After taking 3 hostages, man dies in shootout
By Mark Baylis/Staff Writer
A man who carjacked two vehicles and took three people hostage Friday afternoon was killed in a police shootout west of Goleta after a 110-mile, high-speed chase on Highway 101 through much of the Central Coast.
The fiasco started during a routine traffic stop in Templeton. By the time it was over, one suspect was arrested in Pismo Beach and another was dead after a string of carjackings ended when he reportedly tried to steal the pickup truck of an undercover narcotics officer, according to the Santa Barbara County Sheriff's Department.
Neither suspect's name was released Friday.
The incident shut down a 25-mile stretch of Highway 101 all afternoon, disconnecting North and South County and causing havoc on detour routes into early Friday evening.
The California Highway Patrol first encountered the two suspects when they tried to stop the men for speeding and driving a 2006 Toyota minivan too close to other cars, said Capt. Bill Vail of the CHP's San Luis Obispo office.
The men didn't pull over, and a chase began.
After avoiding one spike strip, the van hit a second set of spikes on the highway in Pismo Beach and exited on Five Cities Drive.
The suspects ran from the car and fired two shots at pursuing CHP officers, Vail said. There were initial reports that a CHP officer was injured in the shootout, but officials could not confirm that report Friday night.
One suspect was caught in the Perko's Cafe parking lot after a 200-yard chase. Police identified him only as a 30-year-old Bay Area resident. He was being held on several charges, including conspiracy to murder a peace officer and being a felon in possession of a firearm.
The second suspect ran to a black 2005 Jeep Cherokee that was stopped at a nearby red light, Pismo Beach police said. He ordered the driver out at gunpoint and sped south on Highway 101 with the driver's wife, brother and sister-in-law inside.
For the next 85 miles, the suspect led CHP officers and sheriff's deputies on a chase that reached speeds well over 100, the CHP said. One sheriff's dispatch said the suspect reached 150 mph.
At one point, a telephone connection was made with the suspect, who stated that he
“didn't want to go back to prison,” according to a sheriff's dispatch.
The jeep ran out of gas in the Tajiguas area south of the Gaviota Pass. The suspect abandoned the vehicle and his hostages and ran onto the highway in search of another vehicle.
The abandoned hostages were uninjured. Two of the victims were identified as June and Robert Carnesecca of Campbell, Calif. The third hostage was identified only as a Pleasanton woman.
“He's just a young man, he was desperate,” June Carnesecca told the Associated Press. “He just doesn't want to go to jail, so he sped off.”
Wielding a handgun, the suspect then tried to carjack two cars, both of which sped away, said Sheriff's Sgt. Erik Raney. Eventually he hijacked a moving van, whose two occupants fled unharmed.

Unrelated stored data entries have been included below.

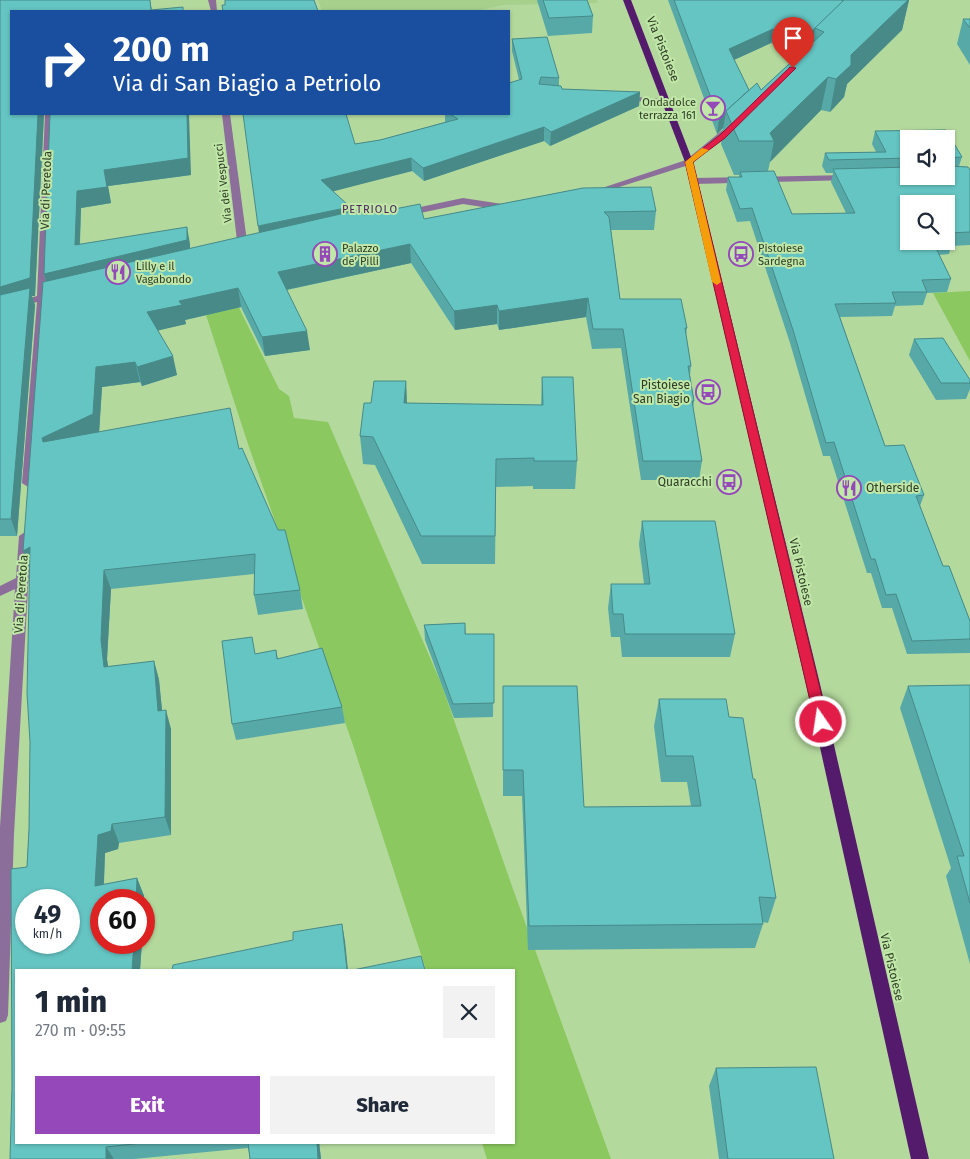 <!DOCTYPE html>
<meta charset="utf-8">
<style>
:root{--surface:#fff;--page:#f2f2f3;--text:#1f2937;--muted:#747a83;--accent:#9548b9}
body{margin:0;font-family:"Fira Sans",sans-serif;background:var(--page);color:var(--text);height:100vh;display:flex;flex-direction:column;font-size:19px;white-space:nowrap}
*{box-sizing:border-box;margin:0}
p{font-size:16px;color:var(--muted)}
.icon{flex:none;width:28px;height:28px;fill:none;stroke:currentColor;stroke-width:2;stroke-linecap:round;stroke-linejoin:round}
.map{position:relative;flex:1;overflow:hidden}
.details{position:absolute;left:15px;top:969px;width:500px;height:175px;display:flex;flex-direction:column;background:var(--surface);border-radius:0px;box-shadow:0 1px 4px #0004}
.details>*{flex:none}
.banner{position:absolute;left:10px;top:10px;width:500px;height:105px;border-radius:0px;box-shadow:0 1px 4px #0004;background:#1a4fa0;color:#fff;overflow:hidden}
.controls{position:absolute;left:900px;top:130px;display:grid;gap:10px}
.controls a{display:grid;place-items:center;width:55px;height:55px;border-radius:0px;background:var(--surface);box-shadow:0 1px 4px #0004;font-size:25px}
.speed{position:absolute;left:15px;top:889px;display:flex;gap:10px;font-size:25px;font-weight:700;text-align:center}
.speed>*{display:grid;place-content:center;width:65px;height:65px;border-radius:50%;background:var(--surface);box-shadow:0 1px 4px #0004;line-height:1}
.speed small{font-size:12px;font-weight:400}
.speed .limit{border:8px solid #d22;background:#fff;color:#111}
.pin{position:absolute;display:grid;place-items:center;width:42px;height:42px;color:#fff;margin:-51px -21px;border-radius:50% 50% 50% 0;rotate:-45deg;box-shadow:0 0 5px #0007}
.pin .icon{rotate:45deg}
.me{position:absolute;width:55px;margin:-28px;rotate:347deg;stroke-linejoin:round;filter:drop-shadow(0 0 4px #0008)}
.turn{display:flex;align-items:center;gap:18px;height:105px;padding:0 20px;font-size:22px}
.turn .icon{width:65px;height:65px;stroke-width:2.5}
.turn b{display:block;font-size:35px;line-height:42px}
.round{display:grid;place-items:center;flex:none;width:52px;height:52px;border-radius:0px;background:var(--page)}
.head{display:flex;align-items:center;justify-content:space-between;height:85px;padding:0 20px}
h1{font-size:30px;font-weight:800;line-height:38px}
.primary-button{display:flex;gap:10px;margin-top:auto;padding:10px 20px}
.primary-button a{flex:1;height:58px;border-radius:0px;background:var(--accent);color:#fff;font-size:20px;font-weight:800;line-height:58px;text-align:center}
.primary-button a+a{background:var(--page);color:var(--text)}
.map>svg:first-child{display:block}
.built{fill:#a7d08d}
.green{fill:#8bc85f}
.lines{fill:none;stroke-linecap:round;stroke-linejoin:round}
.minor{fill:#8b6f9a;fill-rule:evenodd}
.major{fill:#541b6c;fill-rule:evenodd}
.wall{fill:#57a9a8;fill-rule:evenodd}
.shaded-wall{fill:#478a88}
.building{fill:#65c5c3;stroke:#478a88;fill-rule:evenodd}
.route{fill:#e11d48;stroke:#92132f}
.slow{fill:#f59e0b}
.labels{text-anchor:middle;stroke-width:4;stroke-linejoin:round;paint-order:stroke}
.far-poi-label{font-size:11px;fill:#2e3d24;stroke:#c1e7a9;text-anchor:start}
.far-street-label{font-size:11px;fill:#2e3d24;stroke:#c1e7a9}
.far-neighbourhood-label{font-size:11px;letter-spacing:1px;fill:#4a255c;stroke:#c1e7a9}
.street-label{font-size:12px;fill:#2e3d24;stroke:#c1e7a9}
.poi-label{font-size:12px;fill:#2e3d24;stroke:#c1e7a9;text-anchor:end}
</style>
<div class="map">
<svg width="970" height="1159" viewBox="0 0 970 1159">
<rect width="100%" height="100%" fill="#b4d99d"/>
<path class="built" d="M318 0H597L598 3 504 5 476 11H322Z"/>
<g class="green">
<path d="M218 265 279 389 289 396 294 418 328 422 441 683 513 889 611 1159H487L482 1143 514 1142V970H426L353 745 248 444 191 269Z"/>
<path d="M970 291V361L933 293Z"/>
</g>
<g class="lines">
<g class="minor">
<path d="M208 0H216L217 11H211Z"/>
<path d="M619 96 667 99 671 101 667 103 622 100H619Z"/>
<path d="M45 114H53L47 294 58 291 63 294 47 300 34 483 28 487 22 483 37 302 0 312V306L37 296Z"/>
<path d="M222 114H230L248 249 243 252 238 249Z"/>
<path d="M731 123 738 125 692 164 597 194 590 192 686 160Z"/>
<path d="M849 175 853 178 852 180 694 184 690 181 694 178Z"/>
<path d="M463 198 509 205 514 208 509 211 463 204 406 216 401 213 406 210Z"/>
<path d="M25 532 31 536 14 834 8 1015 6 1021 0 1023V827L15 589 0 596V586L16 578 19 536Z"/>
</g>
<path class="major" d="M623 0H631L693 162 820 684 929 1159H911L806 684 685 162Z"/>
</g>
<g class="wall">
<path d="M0 0H150L152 10 11 114H44L35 296H32L35 305 17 536H0Z"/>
<path d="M537 0H587L593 16 592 33 548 36Z"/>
<path d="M668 0H909L902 30 847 84 844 97 830 112 821 110 770 162 768 171H774L792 214 846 213 831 182 833 173H826L822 166 825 153 876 152 872 144 875 131 946 130 962 157 959 166 968 167 970 170V245L951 246 949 254 939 255 951 279 947 292 927 293 923 305 895 306 892 316 840 317 885 446 904 445 924 495 920 506 943 566H949L970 621V653L907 654 892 608H882L871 573H867L830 456H823L790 343 750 221 737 222 726 190 728 177H739V175H734L721 144 723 128 717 134ZM771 43 798 55 761 90 757 83 749 90 734 60ZM909 139H946V176H909ZM909 204H946V241H909Z"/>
<path d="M963 19H970V65L957 44Z"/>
<path d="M512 39 559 78V86L562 89 640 92 639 106 550 146 544 141 424 181 412 171 333 191 350 212 364 215 424 219 583 188 656 211 654 230H611L620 299 687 328 686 336 691 366 690 375 694 401 693 409 702 461 699 480H641L621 348 592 349 586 317 499 330 497 324 455 330 411 263 287 290 310 350 265 356 241 307 185 320 186 324 158 330 177 375 142 386 140 382 102 387 99 432 239 449 300 590 303 609 258 615 254 595V574L111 589 107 659 108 667 154 661 159 680 162 711 171 729V835L119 843 118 849 105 853 104 885 137 878 144 896V904V900L101 942H142L140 970 16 1142H319L321 1159H250L248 1148 134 1159H10L29 829 46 282 44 274 50 114 191 175 108 186 111 203 81 208 80 244H190V249L259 233 355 144 380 140 445 122V114H509L519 80 512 51Z"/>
<path d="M914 339 970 380V389L966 399 936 400 909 355Z"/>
<path d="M542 377 577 461 575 489H533V486L496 487 495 564H422L375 465 363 464 360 436 371 403 406 381 407 403 541 405Z"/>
<path d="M642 521 735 634 730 657H622L620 637H611L608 608 611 584H644L639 544Z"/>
<path d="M465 623 466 634H494L493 717 454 718 425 640 424 625Z"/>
<path d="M276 650 278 659 342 707 345 723 236 740 232 724 256 654Z"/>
<path d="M970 685V964L946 876 951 868 900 708 908 686Z"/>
<path d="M503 686 584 807 691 806 687 782H661L654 726 659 699 729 717 753 779 776 898 768 923 763 922V924L755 948 528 950 522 796H503Z"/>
<path d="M716 1068 834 1159H719L709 1086Z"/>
</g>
<g class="shaded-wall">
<path d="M908 0H909L902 30 847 84 844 97 830 112 836 79 851 55Z"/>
<path d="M773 29 771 43 727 63 729 49Z"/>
<path d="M815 29 812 43 799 55 801 41Z"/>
<path d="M828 77 821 110 770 162 774 141 770 133Z"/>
<path d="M640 92 639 106 550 146 551 132Z"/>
<path d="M726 113 723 128 717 134 719 119Z"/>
<path d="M38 114H44L35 296H32L35 305 17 536 11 519 0 305V287Z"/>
<path d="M187 114H189L191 175 108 186 111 203 81 208 79 262 75 245 77 191 104 170Z"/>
<path d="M544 127V141L424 181 423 168Z"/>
<path d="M411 158 412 171 323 194 321 180Z"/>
<path d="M350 207 351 220 260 240 258 226Z"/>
<path d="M187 227 190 244V257L49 292 44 274Z"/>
<path d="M410 244 411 263 280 291 278 272Z"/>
<path d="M238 288 241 307 185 320 186 324 152 332 147 312 179 301Z"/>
<path d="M588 298 586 317 499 330V311Z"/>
<path d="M497 305V324L455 330 454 311Z"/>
<path d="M307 331 310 350 265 356 262 337Z"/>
<path d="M173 356 177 375 142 386 137 367Z"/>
<path d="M135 362 140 382 102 387 99 434 49 458 42 438 96 367Z"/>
<path d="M406 381 407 409 404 403Z"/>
<path d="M30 547V570L23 551Z"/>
<path d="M104 570 111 589 107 659 111 686 104 667 101 640Z"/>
<path d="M154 661 159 680 164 730 158 711Z"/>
<path d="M166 710 171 729V835L165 817Z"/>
<path d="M112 824 119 843 118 849 105 853 103 900 95 886 98 835Z"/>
<path d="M137 878 144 896V904V900H136Z"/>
<path d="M342 924 345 941 348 970H347Z"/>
<path d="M134 942H142L140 970H132Z"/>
<path d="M317 1142H319L321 1159H318Z"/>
<path d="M106 1147 114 1159H106Z"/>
</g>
<g class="building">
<path d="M0 0H150L151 10 183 7V11H11V114H38L30 278 0 287Z"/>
<path d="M225 0H314L318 11H223L222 5H225Z"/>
<path d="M543 0H587L593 16 549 18Z"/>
<path d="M674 0H841L844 1 801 41 773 29 729 49 749 90 726 111V113L719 119Z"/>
<path d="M844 0H908L851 55V65L836 79 828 77 770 133 774 141H739L726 111 757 83 761 90 824 32 815 28Z"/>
<path d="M963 19H970V28Z"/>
<path d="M547 37 559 78 541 77 539 84 561 86 562 89 640 92 551 132 544 127 423 168 411 158 321 180 350 207 258 226 243 114H346L355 144 380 140 458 119 450 114H509V83L522 79 512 39Z"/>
<path d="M50 114H187L188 158 104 170 107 187 77 191 75 245 187 227V240L44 274Z"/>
<path d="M946 130 962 157 948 158 946 163V139H909V158L829 160 825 153 886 152 875 131Z"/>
<path d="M946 166 968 167 970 170V232L948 233 953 241 933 242 951 279 922 280 927 292H892L896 303 835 304 885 446 904 445 924 495 916 496 943 566H949L970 621V639L912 641 896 594 886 595 875 559H871L834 442 826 443 793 330 752 208 740 209 728 177H742L740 172 774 171 792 214 855 213 833 169 909 167V176H946ZM909 204H946V241H909Z"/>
<path d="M651 187 656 211 604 212 609 217 620 299H681L687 328H685L691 366H688L694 401H692L702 461H643L623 329H593L588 298 499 311 497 305 454 311 410 244 278 272 307 331 262 337 238 288 179 301 182 305 147 312 173 356 137 367 135 362 96 367 93 414 42 438 43 442 230 408 239 449 242 448 278 530H285L300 590 254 595 255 554 104 570 101 640 104 667 154 661 158 711 166 710 165 817 112 824 111 831 98 835 95 886 137 878 136 900H101V942H134L132 970H16V1142H151L106 1147V1159H10L12 1087 11 869 27 867 29 829 30 742 27 693 30 547 23 551 43 282 358 210 364 215 420 204 424 219 583 188ZM26 900H69V942H26Z"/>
<path d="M30 288 11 519H0V295Z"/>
<path d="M943 338 970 380V383H941L914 339Z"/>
<path d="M542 377H573L577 461H534V458L496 459 495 536H421L373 437 360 436 364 403H371L374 381H406L404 403 543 405Z"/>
<path d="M642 521H715L735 634H625L623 614H613L611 584H650Z"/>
<path d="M465 623V634H494V703L453 704 424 625Z"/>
<path d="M252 637 255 654 276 650 277 659 322 648 342 707 232 724 222 641Z"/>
<path d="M970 685V903L957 856H964L908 686Z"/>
<path d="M503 686H577L584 807 701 806 693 756H666L659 699H726L729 717 743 718 753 779H755L776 898 759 897 763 924 529 926 523 770H503Z"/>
<path d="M342 924 347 970H172L173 965 293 940V932Z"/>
<path d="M421 956 425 970H353Z"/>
<path d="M816 1067 834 1159H728L716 1068Z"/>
<path d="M248 1142H317L318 1159H250Z"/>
</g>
<path class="route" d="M790 67 796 68 725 138 693 162 828 722 821 727 815 722 685 162 720 135Z"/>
<path class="slow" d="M702 148 709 150 693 162 721 282 717 285 712 282 685 162Z"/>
<defs>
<symbol id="bar-ring" viewBox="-11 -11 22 22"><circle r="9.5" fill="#c1e7a9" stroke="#9548b9" stroke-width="1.5"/><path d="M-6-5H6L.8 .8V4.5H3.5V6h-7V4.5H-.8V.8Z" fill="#9548b9"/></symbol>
<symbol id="building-ring" viewBox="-11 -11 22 22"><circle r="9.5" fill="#c1e7a9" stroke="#9548b9" stroke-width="1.5"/><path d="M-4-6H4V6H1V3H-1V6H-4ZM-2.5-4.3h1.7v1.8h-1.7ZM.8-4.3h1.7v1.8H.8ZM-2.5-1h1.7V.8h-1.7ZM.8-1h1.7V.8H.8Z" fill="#9548b9"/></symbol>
<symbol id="bus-ring" viewBox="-11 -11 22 22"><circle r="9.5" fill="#c1e7a9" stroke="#9548b9" stroke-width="1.5"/><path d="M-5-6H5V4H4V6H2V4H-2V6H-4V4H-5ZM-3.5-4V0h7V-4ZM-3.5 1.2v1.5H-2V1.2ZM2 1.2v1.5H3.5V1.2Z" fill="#9548b9"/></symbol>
<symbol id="restaurant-ring" viewBox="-11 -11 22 22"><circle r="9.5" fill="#c1e7a9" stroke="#9548b9" stroke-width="1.5"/><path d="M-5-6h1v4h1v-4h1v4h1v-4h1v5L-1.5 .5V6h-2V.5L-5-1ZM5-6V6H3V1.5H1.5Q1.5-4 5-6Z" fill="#9548b9"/></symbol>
</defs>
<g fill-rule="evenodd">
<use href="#bar-ring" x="699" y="94" width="28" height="28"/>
<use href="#building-ring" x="311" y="240" width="28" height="28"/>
<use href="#bus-ring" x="727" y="240" width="28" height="28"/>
<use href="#restaurant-ring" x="104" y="258" width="28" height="28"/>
<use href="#bus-ring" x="694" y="378" width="28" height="28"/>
<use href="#bus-ring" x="715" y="468" width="28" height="28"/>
<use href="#restaurant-ring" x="835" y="474" width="28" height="28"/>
</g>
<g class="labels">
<g class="far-poi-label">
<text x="696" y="106" text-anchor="end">Ondadolce<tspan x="696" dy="13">terrazza 161</tspan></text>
<text x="342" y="252">Palazzo<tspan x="342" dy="13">de’ Pilli</tspan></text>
<text x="758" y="252">Pistoiese<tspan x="758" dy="13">Sardegna</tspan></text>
<text x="136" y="270">Lilly e il<tspan x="136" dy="13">Vagabondo</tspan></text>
</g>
<g class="far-street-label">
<text transform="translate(223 183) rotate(-97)" y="4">Via dei Vespucci</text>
</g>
<g class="far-neighbourhood-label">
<text x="370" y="213">PETRIOLO</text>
</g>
<g class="street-label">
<text transform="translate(663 49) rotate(68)" y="4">Via Pistoiese</text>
<text transform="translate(46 190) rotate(-88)" y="4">Via di Peretola</text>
<text transform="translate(801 572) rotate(77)" y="4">Via Pistoiese</text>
<text transform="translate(21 594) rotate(-86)" y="4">Via di Peretola</text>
<text transform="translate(892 967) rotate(77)" y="4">Via Pistoiese</text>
</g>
<g class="poi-label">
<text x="690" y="389">Pistoiese<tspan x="690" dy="14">San Biagio</tspan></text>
<text x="712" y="486">Quaracchi</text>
<text x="866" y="492" text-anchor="start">Otherside</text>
</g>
</g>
</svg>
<div class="controls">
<a><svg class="icon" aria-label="sound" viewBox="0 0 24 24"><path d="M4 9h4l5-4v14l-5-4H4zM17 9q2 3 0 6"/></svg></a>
<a><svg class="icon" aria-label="search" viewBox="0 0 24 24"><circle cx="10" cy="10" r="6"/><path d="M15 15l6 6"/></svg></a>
</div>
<div class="speed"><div>49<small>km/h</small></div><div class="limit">60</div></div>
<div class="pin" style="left:793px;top:68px;background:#d93025"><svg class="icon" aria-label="arrive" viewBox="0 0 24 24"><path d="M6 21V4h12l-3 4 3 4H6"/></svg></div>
<svg class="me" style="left:821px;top:722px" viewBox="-20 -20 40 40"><circle r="17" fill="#e11d48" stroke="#fff" stroke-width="3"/><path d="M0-11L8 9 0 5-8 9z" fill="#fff"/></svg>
<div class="banner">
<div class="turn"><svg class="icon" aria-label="right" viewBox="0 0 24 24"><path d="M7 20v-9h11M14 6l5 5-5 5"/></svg><div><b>200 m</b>Via di San Biagio a Petriolo</div></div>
</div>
<section class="details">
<div class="head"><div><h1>1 min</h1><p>270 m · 09:55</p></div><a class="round"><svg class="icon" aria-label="close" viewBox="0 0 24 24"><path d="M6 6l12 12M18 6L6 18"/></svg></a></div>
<div class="primary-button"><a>Exit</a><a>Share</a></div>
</section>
</div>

Within miles, the man crashed through the grass median and ended up on the parallel El Capitan Ranch Road on the northbound side of the freeway, where he was eventually killed in a shootout.
Officials are unclear what happened next, but they believe the suspect may have tried to carjack a third man who turned out to be an undercover narcotics officer with a U.S. Department of Justice task force.
A shootout ensued between the narcotics officer and the suspect, which ended with the suspect dead on the moving van's front seat. Police said they do not know if the narcotics officer killed the man or if he died from self-inflicted wounds.
The narcotics officer was driving north after serving unrelated search warrants in Santa Barbara when he came across the suspect, police said.
Orcutt resident Damon Locke, 46, witnessed the shootout while driving northbound. He watched as the suspect crossed the median and nearly hit oncoming traffic.
“The truck was off the ground,” Locke said. “It almost hit a school bus.”
Locke said the narcotics officer actually approached the suspect - not vice versa - and sideswiped the suspect's moving van with his own pickup truck. The fatal shootout ensued there.
The Santa Barbara County Sheriff's Department did not disclose the dead suspect's name, age or hometown. The coroner's office plans to perform an autopsy Monday as deputies continue to investigate the officer-involved shooting.
Friday night, officials from the various law enforcement agencies were still trying to piece together the incident. Officials couldn't say what prompted the suspect to respond so violently.
The fracas closed Highway 101 between Highway 1 and western Goleta until all lanes were reopened by 6:30 p.m.
Hundreds of drivers were stranded directly in front of the crime scene throughout the ordeal, unable to take a detour.
A mile's worth of drivers, seeking to head south, waited five hours before they could move. Together they sat in the roadway, talked on cell phones and stared at the helicopters flying over the crime scene.
Highway 154 was the only detour between the North County and South Coast. It remained bumper to bumper Friday evening as commuters tried to return home or get out of town for the weekend.